Chinese Foreign Minister Wang Yi laid out the basic road map to his Afghan counterpart Mohammad Haneef Atmar. While stressing the Chinese foreign policy gold standard – no interference in internal affairs of friendly nations – Wang established three priorities:
1. Real inter-Afghan negotiations towards national reconciliation and a durable political solution, thus preventing all-out civil war. Beijing is ready to “facilitate” dialogue.
2. Fighting terror – which means, in practice, al-Qaeda remnants, ISIS-Khorasan and the Eastern Turkestan Islamic Movement (ETIM). Afghanistan should not be a haven for terrorist outfits – again.
3. The Taliban, for their part, should pledge a clean break with every terrorist outfit.
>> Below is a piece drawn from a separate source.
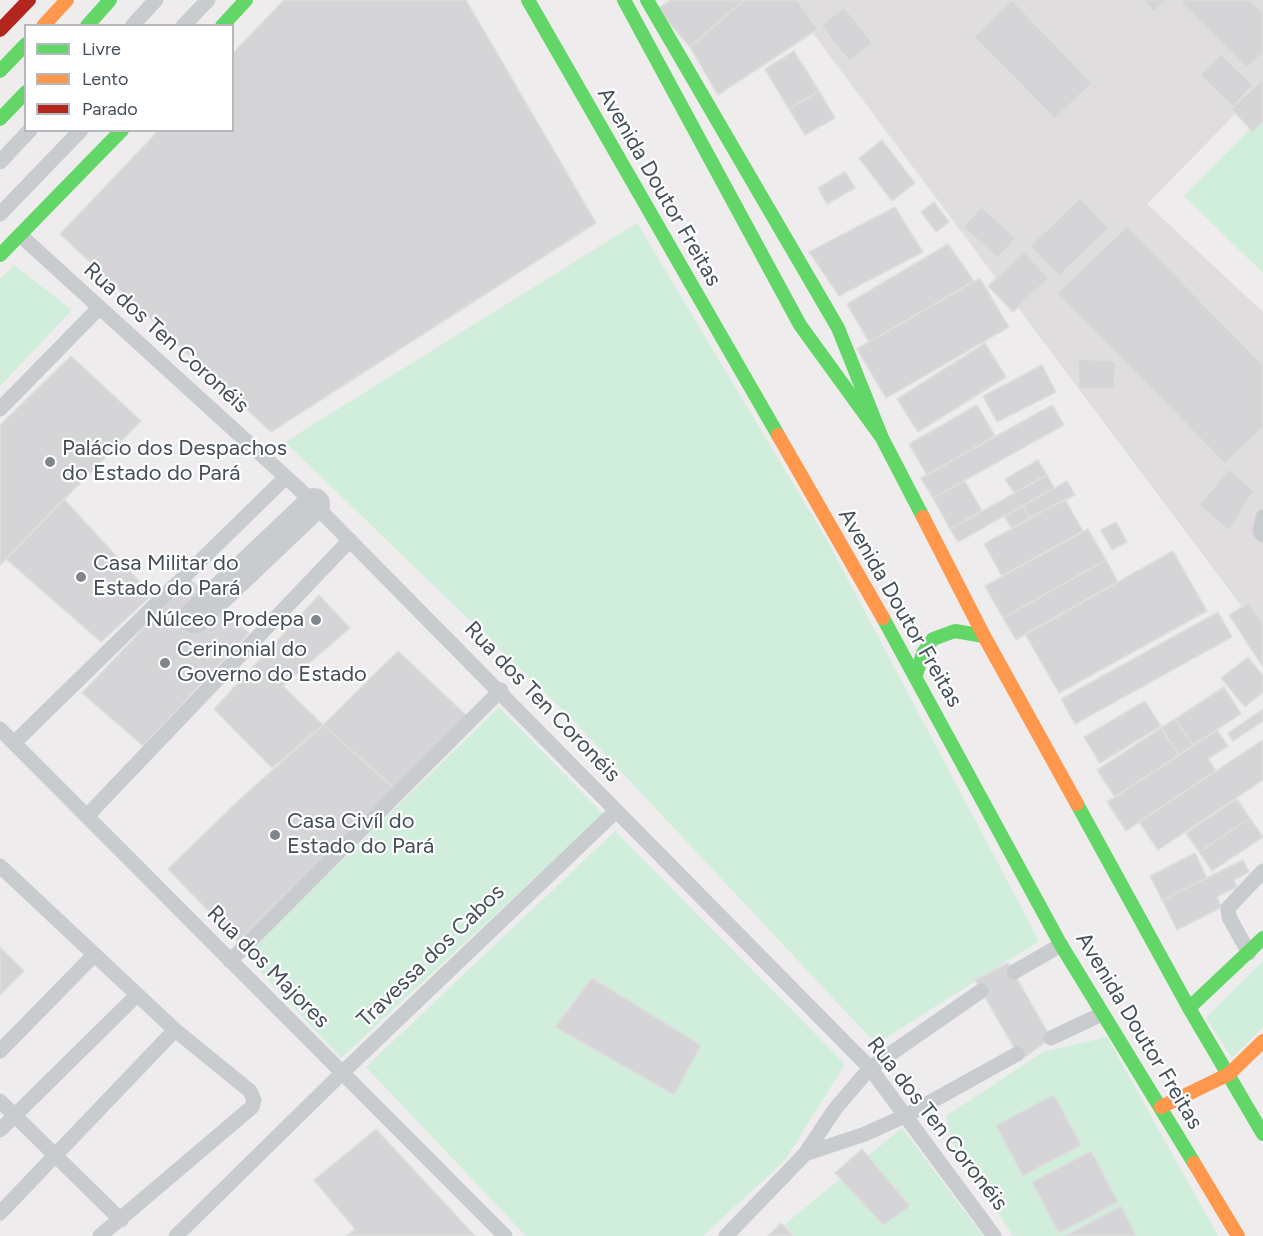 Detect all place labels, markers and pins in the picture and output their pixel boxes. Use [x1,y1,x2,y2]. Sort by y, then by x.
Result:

Atmar, according to diplomatic sources, fully agreed with Wang. And so did Tajik Foreign Minister Sirojiddin Muhriddin. Atmar even promised to work with Beijing to crack down on ETIM, a Uighur terror group founded in China’s western Xinjiang. Overall, the official Beijing stance is that all negotiations should be “Afghan-owned and Afghan-led.”